WORK TASK
Copy out each line of the data below in which the string "index" appears.

INPUT DATA

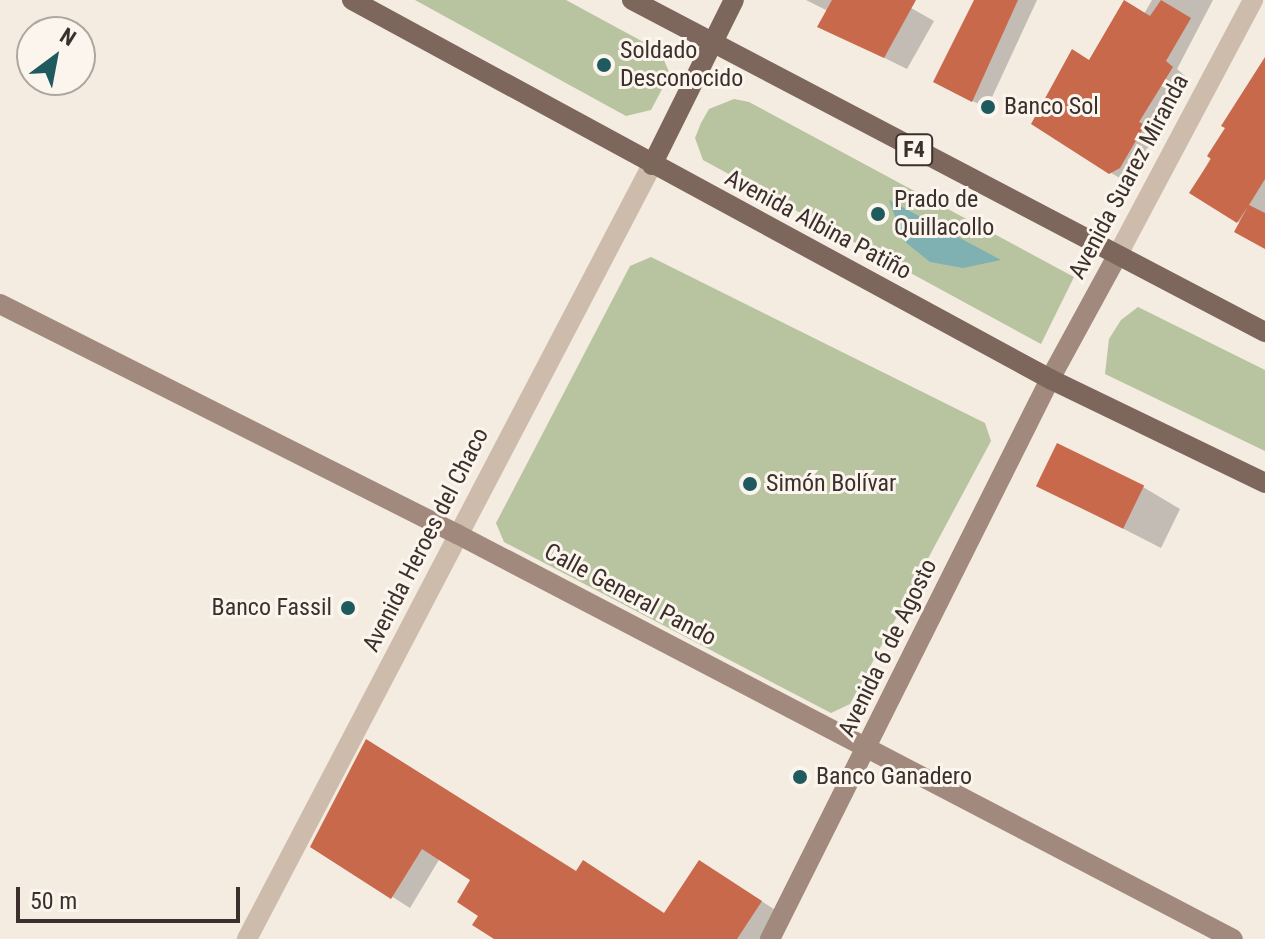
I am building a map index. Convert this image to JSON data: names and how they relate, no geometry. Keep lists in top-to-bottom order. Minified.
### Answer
{"streets":{"main road":["F4","Avenida Suarez Miranda","Avenida Albina Patiño","Calle General Pando","Avenida 6 de Agosto"],"street":["Avenida Heroes del Chaco"]},"crossings":[["F4","Avenida Suarez Miranda"],["Avenida Suarez Miranda","Avenida Albina Patiño"],["Avenida Suarez Miranda","Avenida 6 de Agosto"],["Avenida Albina Patiño","Avenida Heroes del Chaco"],["Avenida Albina Patiño","Avenida 6 de Agosto"],["Avenida Heroes del Chaco","Calle General Pando"],["Calle General Pando","Avenida 6 de Agosto"]],"places":["Soldado Desconocido","Banco Sol","Prado de Quillacollo","Simón Bolívar","Banco Fassil","Banco Ganadero"],"scale_bar":"50 m","north":"top right"}
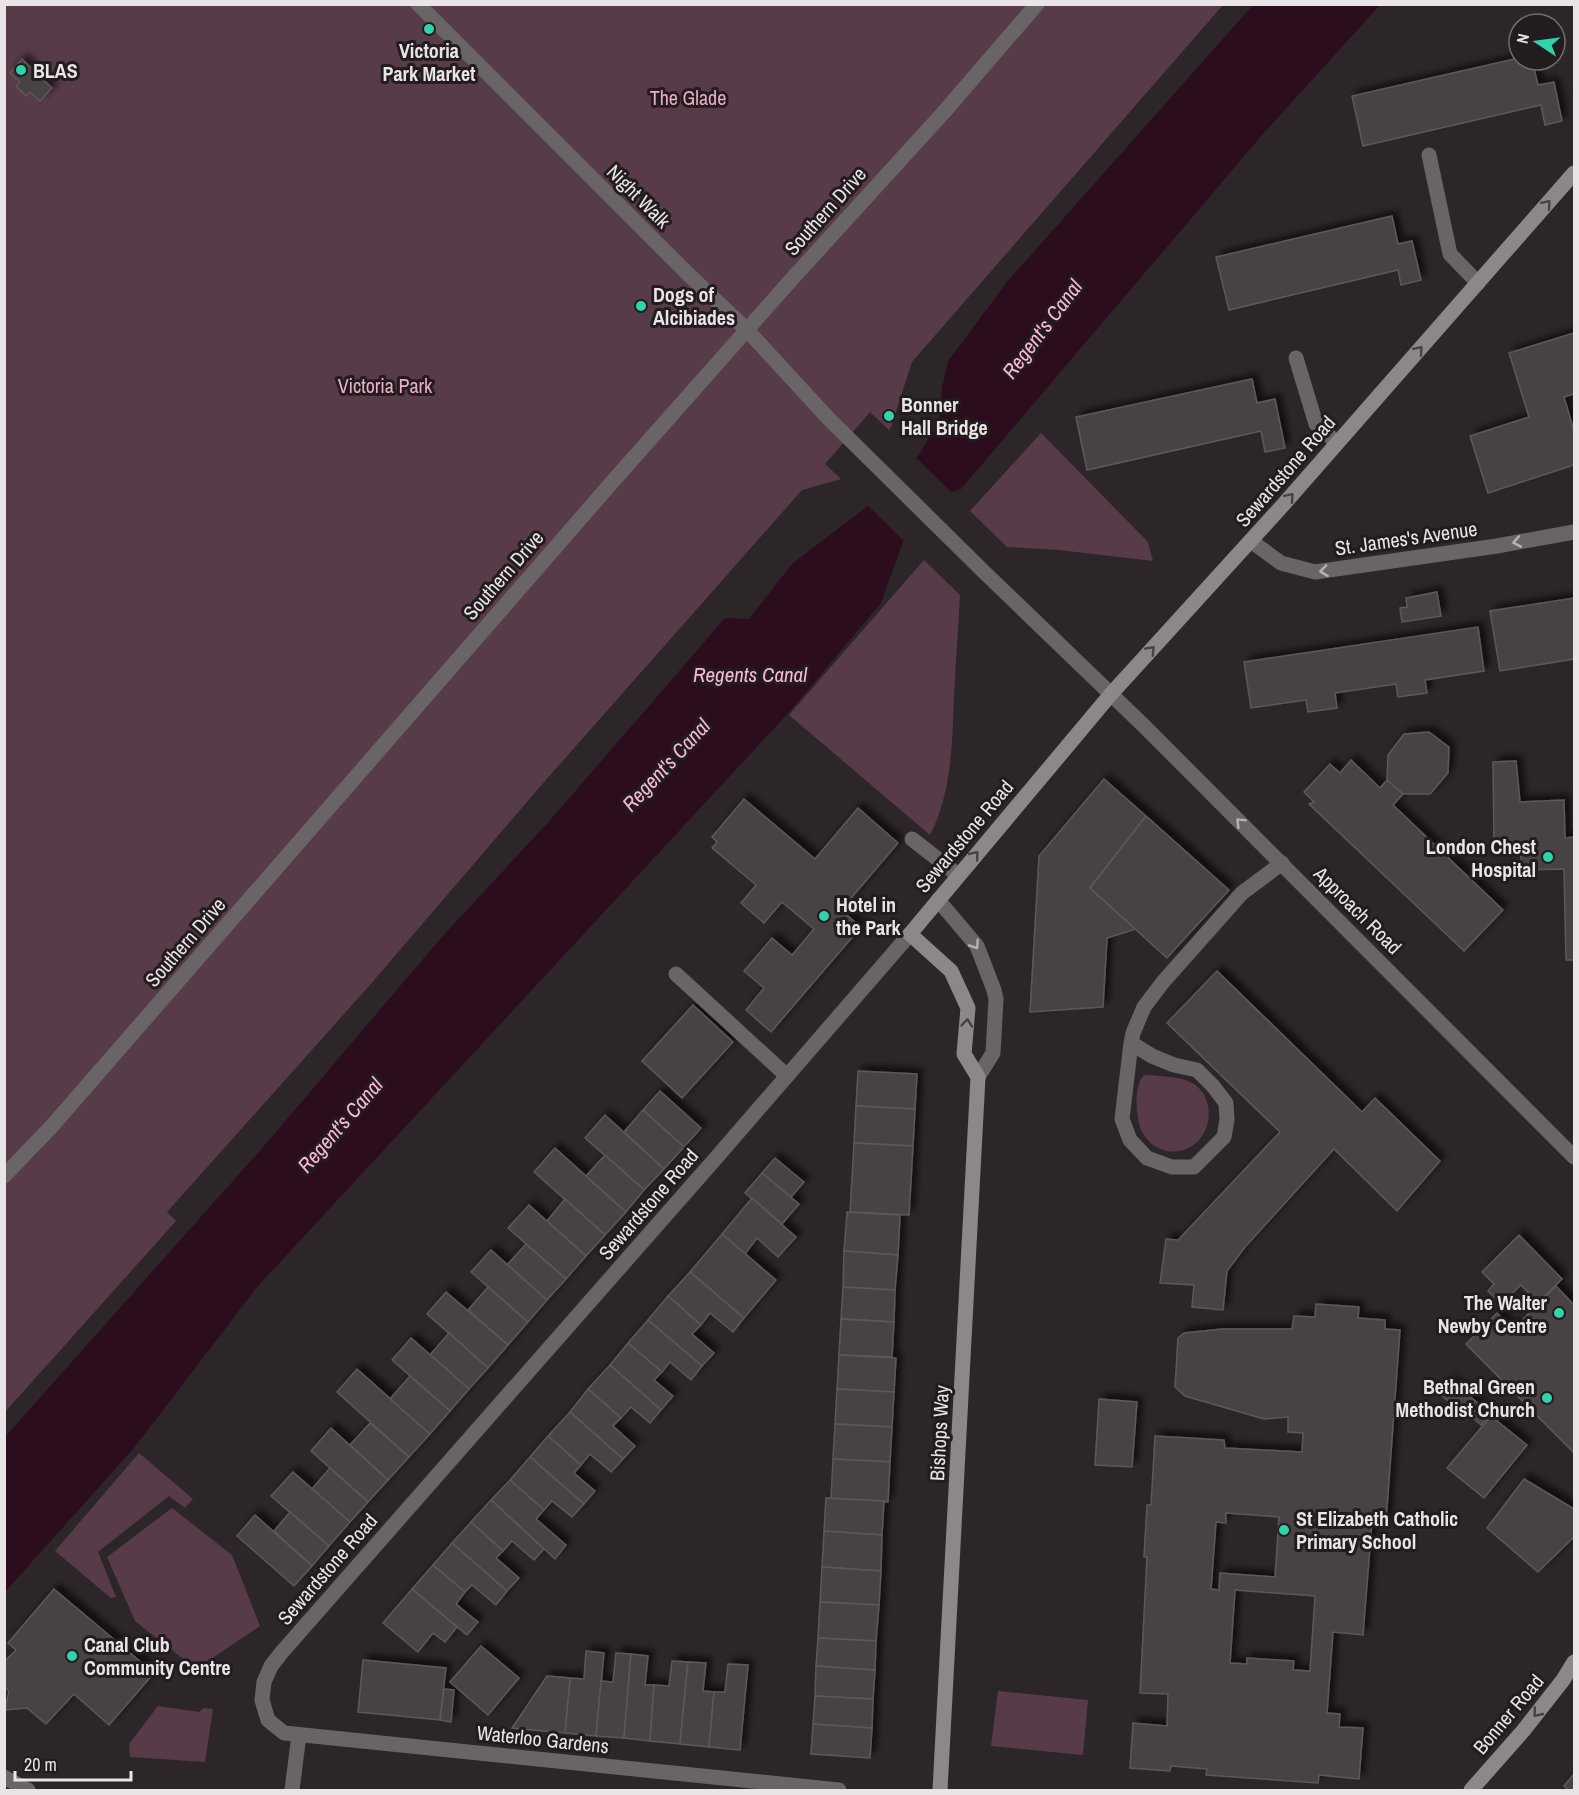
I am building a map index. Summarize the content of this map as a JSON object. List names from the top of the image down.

RESPONSE
I am building a map index. Convert this image to JSON data: names and how they relate, no geometry. Keep lists in top-to-bottom order. Minified.
I am building a map index. Summarize the content of this map as a JSON object. List names from the top of the image down.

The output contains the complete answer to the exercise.